Yes, things haven’t changed all that much, but there was more going on here than the general public’s ignorance of science and the willingness of people to accept fantastic stories as fact if there is something appealing about them. And Locke’s vision of the Moon with its caverns, waterfalls, volcanoes, birds, unicorns, and furry winged humanoids who worship in crystal temples is an appealing fantasy. And fantasies are even more appealing if they can be seen as the truth.

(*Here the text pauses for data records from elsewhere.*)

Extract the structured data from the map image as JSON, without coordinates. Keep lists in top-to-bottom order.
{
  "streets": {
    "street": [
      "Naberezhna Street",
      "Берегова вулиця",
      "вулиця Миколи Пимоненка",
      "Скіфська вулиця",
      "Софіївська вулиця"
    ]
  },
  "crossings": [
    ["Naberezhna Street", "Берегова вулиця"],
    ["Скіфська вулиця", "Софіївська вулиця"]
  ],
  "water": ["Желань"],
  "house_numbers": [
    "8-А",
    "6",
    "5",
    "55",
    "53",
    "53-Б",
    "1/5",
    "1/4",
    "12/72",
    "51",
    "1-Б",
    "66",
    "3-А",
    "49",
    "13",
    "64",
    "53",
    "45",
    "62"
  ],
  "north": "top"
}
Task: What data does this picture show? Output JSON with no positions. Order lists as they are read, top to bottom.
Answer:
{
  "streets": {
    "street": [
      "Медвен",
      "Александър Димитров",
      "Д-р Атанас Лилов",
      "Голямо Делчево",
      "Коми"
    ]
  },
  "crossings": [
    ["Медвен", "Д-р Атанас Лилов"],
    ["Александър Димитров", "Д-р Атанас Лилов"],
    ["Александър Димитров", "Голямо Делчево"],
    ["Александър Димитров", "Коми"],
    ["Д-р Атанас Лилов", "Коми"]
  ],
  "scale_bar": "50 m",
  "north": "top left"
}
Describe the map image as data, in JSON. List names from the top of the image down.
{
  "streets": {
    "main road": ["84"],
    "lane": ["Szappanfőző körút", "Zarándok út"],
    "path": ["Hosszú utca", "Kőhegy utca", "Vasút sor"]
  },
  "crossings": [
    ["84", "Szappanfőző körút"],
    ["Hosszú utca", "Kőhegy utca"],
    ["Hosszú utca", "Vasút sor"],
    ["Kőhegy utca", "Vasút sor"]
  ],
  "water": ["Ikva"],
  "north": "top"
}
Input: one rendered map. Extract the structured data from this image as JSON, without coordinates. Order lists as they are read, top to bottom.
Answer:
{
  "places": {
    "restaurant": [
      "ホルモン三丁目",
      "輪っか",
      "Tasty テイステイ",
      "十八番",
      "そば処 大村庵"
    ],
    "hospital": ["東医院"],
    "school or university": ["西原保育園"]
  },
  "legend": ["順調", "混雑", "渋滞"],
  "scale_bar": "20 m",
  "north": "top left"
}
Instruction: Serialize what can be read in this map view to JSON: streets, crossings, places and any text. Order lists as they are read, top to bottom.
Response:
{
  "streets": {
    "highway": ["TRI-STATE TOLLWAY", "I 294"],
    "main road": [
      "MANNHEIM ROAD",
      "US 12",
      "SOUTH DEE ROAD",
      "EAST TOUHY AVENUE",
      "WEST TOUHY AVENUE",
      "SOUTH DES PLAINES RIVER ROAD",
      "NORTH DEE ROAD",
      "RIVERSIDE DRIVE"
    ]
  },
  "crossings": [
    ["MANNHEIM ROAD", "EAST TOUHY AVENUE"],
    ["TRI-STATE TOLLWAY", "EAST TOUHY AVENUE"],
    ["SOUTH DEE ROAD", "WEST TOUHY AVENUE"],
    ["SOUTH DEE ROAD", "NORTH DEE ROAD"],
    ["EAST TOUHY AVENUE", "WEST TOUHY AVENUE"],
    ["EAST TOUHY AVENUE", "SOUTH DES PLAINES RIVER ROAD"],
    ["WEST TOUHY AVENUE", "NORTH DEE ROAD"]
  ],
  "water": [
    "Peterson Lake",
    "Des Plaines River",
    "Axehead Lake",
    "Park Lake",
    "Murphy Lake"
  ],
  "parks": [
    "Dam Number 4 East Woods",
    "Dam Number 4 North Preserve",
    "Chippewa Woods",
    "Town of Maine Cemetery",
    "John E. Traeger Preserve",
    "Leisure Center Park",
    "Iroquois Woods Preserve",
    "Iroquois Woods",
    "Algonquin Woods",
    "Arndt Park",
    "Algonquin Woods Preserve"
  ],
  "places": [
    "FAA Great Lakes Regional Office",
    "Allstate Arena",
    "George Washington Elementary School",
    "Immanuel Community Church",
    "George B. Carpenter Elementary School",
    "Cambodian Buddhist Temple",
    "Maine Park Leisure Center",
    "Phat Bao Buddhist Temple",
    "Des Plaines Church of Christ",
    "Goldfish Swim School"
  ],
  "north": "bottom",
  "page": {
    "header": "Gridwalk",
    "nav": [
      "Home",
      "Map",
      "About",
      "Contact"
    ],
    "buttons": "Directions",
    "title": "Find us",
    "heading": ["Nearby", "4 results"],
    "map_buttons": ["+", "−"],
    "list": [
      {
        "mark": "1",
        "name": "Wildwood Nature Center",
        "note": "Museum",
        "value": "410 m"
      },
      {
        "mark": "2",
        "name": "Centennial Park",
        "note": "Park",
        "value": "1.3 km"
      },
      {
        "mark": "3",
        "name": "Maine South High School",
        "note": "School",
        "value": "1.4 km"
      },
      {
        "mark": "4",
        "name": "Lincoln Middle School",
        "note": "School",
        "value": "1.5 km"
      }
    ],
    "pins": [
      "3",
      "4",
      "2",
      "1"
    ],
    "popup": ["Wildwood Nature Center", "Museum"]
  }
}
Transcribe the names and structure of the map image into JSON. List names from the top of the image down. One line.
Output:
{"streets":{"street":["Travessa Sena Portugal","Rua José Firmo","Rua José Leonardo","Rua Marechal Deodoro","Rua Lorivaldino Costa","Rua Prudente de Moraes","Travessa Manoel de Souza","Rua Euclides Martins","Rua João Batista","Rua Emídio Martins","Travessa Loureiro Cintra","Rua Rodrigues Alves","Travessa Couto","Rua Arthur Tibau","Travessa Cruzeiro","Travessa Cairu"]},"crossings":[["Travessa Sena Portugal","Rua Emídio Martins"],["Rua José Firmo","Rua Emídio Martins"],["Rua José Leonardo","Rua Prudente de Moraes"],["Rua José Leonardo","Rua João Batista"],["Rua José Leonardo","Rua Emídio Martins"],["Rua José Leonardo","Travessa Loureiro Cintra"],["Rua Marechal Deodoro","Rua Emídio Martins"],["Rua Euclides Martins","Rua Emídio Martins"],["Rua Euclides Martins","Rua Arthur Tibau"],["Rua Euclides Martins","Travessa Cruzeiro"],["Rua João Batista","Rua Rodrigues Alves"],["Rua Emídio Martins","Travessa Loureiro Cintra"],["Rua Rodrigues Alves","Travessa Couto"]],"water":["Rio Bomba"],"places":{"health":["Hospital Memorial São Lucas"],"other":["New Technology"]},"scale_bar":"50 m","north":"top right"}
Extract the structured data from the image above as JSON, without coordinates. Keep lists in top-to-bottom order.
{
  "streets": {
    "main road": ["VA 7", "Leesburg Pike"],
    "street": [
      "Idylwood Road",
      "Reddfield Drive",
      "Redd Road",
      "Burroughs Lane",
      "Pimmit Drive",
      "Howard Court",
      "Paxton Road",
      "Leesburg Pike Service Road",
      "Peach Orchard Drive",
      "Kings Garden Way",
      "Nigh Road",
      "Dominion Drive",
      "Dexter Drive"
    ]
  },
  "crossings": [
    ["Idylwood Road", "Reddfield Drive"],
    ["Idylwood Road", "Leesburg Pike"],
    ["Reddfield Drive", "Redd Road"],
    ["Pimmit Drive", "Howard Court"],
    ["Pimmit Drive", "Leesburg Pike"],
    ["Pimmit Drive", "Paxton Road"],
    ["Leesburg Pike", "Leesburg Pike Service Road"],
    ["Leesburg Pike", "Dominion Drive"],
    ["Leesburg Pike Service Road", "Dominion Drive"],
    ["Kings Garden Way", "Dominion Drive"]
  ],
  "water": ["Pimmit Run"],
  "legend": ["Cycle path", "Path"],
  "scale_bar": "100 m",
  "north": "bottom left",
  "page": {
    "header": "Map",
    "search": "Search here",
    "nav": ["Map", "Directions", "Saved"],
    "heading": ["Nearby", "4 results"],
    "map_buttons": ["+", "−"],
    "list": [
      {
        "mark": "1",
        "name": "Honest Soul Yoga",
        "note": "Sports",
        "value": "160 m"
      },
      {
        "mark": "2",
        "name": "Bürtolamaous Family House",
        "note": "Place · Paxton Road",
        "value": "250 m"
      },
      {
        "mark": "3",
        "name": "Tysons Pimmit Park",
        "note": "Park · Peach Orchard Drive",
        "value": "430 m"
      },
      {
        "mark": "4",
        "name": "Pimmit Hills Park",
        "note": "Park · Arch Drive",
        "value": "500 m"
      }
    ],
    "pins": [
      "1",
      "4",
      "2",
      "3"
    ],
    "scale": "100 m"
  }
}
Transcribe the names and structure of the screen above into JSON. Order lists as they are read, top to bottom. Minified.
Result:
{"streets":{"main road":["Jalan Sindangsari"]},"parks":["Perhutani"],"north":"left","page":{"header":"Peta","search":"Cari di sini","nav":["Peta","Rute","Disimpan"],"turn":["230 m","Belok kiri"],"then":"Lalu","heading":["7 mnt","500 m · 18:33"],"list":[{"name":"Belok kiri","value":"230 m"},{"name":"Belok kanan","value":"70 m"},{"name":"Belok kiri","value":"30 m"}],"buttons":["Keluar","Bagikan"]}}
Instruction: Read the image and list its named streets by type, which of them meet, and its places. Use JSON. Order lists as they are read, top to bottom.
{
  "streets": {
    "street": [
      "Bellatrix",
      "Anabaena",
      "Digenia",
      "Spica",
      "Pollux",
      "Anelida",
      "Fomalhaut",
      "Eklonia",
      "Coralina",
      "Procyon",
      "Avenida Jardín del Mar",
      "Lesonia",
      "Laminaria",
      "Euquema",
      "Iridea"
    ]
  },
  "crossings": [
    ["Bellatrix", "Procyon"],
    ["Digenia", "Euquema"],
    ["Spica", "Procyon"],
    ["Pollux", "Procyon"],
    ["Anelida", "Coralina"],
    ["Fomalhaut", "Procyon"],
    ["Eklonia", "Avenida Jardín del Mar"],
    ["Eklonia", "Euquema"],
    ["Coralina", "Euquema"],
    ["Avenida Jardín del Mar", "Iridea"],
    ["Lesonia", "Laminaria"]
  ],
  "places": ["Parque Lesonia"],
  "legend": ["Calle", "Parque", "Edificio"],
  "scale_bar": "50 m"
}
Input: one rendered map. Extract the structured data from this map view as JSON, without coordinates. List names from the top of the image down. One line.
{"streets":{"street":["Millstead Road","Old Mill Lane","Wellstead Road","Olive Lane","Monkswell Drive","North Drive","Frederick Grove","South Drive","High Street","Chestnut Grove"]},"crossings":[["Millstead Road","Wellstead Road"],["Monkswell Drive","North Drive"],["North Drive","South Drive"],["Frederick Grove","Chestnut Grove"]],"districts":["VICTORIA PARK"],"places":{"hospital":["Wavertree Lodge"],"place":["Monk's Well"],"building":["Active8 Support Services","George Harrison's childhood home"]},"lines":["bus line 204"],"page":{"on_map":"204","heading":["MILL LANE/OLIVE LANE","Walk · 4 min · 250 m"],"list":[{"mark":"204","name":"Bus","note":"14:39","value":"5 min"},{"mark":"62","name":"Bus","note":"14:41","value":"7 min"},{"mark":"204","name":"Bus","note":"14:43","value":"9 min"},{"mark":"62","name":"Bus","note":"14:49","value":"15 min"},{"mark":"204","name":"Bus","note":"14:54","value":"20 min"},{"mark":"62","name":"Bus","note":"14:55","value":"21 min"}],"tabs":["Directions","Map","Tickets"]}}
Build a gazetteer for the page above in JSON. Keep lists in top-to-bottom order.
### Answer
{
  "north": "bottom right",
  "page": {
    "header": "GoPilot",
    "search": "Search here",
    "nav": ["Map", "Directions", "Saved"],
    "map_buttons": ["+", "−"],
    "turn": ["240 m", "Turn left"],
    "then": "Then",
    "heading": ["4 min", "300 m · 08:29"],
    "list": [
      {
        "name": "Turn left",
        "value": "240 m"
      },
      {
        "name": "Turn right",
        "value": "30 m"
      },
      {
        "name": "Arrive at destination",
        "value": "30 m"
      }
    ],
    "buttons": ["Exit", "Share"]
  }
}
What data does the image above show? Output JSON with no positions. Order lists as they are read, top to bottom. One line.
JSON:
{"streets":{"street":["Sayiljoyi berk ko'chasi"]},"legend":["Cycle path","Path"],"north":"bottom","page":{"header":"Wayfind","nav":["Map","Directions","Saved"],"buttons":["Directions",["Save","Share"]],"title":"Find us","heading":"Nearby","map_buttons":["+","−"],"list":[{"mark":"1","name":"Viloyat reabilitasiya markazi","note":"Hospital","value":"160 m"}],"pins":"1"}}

Goodman not only chronicles the hoax itself, but the times and industry that created it. This is a world where Edgar Alan Poe was struggling to establish himself and perpetrate his own Moon hoax, and P.T. Barnum was acquiring Joice Heth, his first humbug. (I like the term "humbug," – it should be revived.) Anytime you are distributing information, presenting it in an entertaining manner so you can make money, distortions happen. When we read a newspaper, or a website, or a cable news network, or talk radio show, we buy into the way it filters reality.

Find a newspaper that gives you exciting gory details of the crime in town, and eventually you find yourself wondering if you should contribute money to buy bibles for the ignorant savages of the Moon.

The Sun and The Moon is not only great bizarro entertainment, but provides a lot to think about in our so-called Information Age. It may not be so great that everybody can tailor their media input to suit their idiosyncratic tastes and beliefs. Can you be sure if you are not basing your important decisions on a sci-fi humbug?

Dare to dream – but check and change your filters regularly.